LikeLiked by 1 person
Hi Lizzie,
Thank you for reading and commenting on my post.
I agree that according to the contemporary accounts you mention, Charlotte was considered ugly.
I also agree with you that it would seem (although she never said it herself in her numerous letters), that according to Mrs Gaskell, she deliberately did not want to have a traditionally beautiful heroine, as were Blanche Ingram or Jane’s cousin Georgina, but I don’t agree that she depicted, or wished to depict an ugly Jane.
I discuss the meaning of ‘plain’ amply in my post and give instances of people referring to Jane’s physical attributes in a positive light in the novel.

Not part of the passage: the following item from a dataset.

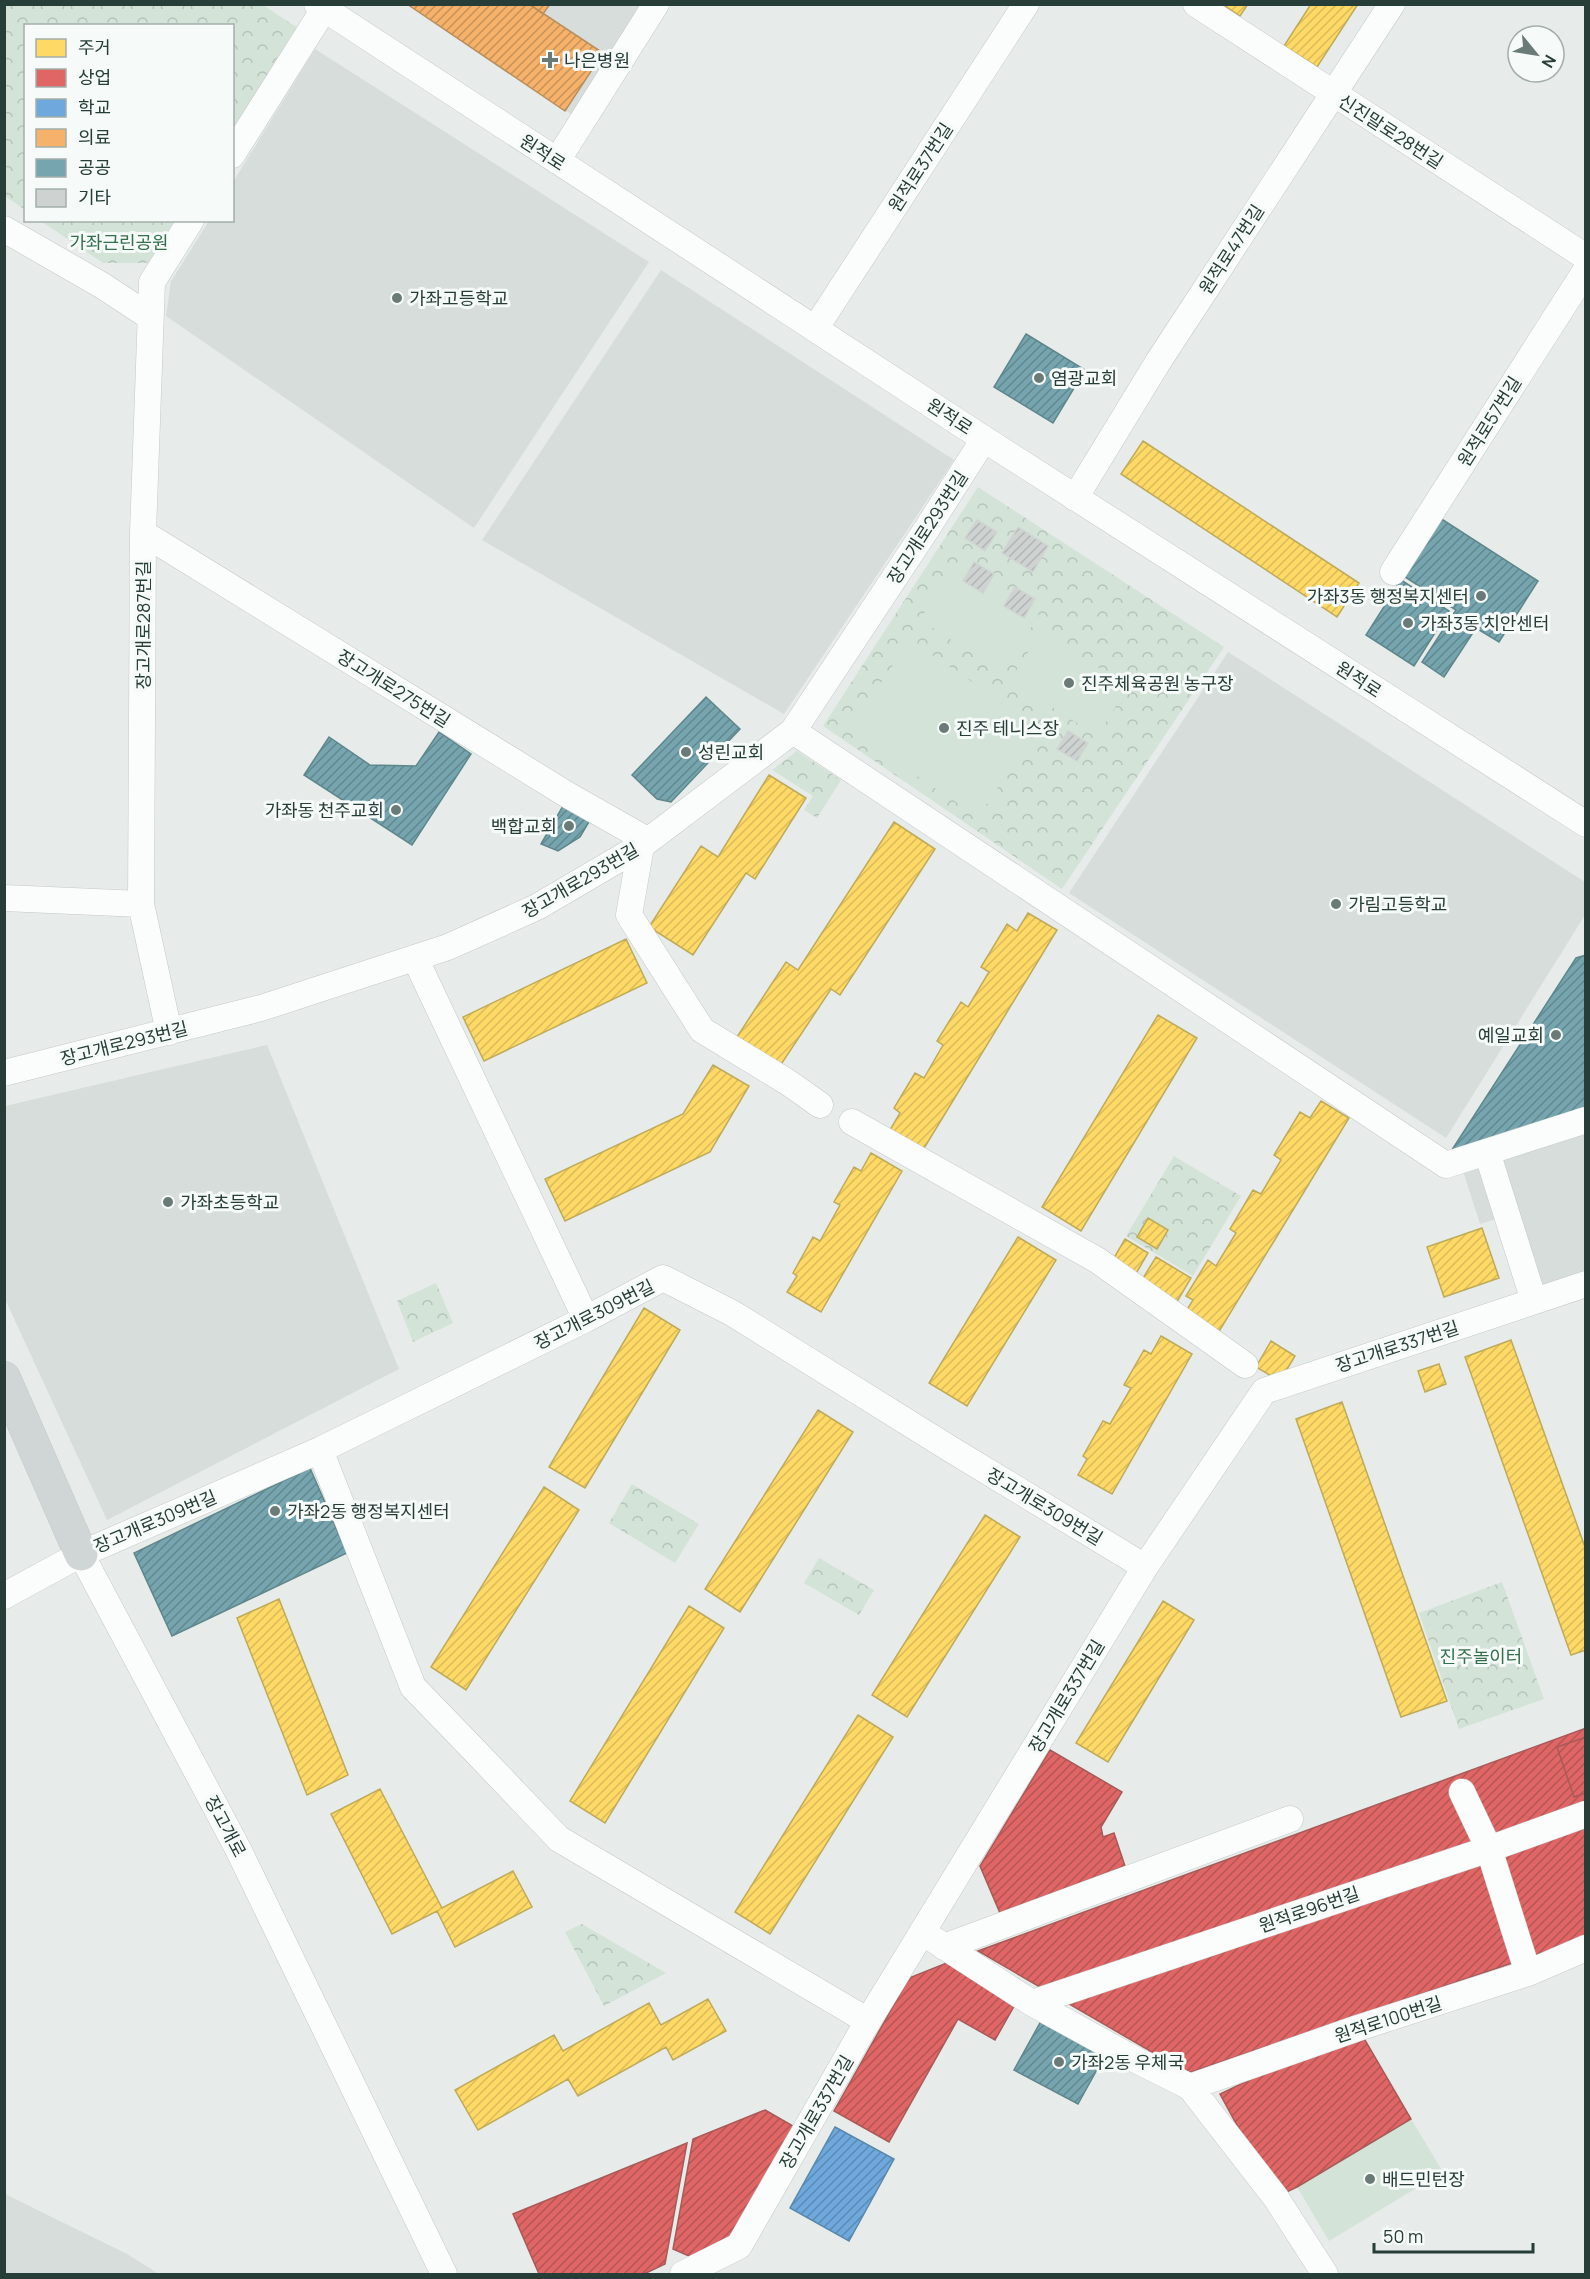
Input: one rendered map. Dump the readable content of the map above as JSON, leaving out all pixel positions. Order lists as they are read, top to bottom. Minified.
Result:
{"streets":{"main road":["장고개로"],"street":["신진말로28번길","원적로","원적로37번길","원적로47번길","원적로57번길","장고개로293번길","장고개로287번길","장고개로275번길","장고개로309번길","장고개로337번길","원적로96번길","원적로100번길"]},"crossings":[["신진말로28번길","원적로47번길"],["원적로","원적로37번길"],["원적로","원적로47번길"],["원적로","장고개로293번길"],["장고개로293번길","장고개로287번길"],["장고개로293번길","장고개로275번길"],["장고개로287번길","장고개로275번길"],["장고개로309번길","장고개로337번길"],["장고개로309번길","장고개로"]],"parks":["가좌근린공원","진주놀이터"],"places":{"health":["나은병원"],"other":["가좌고등학교","염광교회","가좌3동 행정복지센터","가좌3동 치안센터","진주체육공원 농구장","진주 테니스장","성린교회","가좌동 천주교회","백합교회","가림고등학교","예일교회","가좌초등학교","가좌2동 행정복지센터","가좌2동 우체국","배드민턴장"]},"legend":["주거","상업","학교","의료","공공","기타"],"scale_bar":"50 m","north":"bottom right"}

I also believe that Jane and Charlotte are completely different women, physically and emotionally. I have written another post on that topic.
Jane Eyre is a fictional character readers recreate in their imagination. I have an opinion and so do you. Some people will agree with your view, others with mine, and others will propose distinct re-imaginings of our beloved Jane. And that’s the beauty of art and literature, the reader or observer is free to interpret what he has seen in the picture or read in the novel.
I have read Jane Eyre with a fine toothcomb, taught and discussed the novel with undergraduates, and written numerous articles. That doesn’t mean I’m right, it just means that my opinion is well-informed, but it’s still a personal opinion, which can and should be disputed.
“Don’t believe me!” I used to tell my students (I’m retired now), read it for yourselves, investigate, and reach your own conclusions.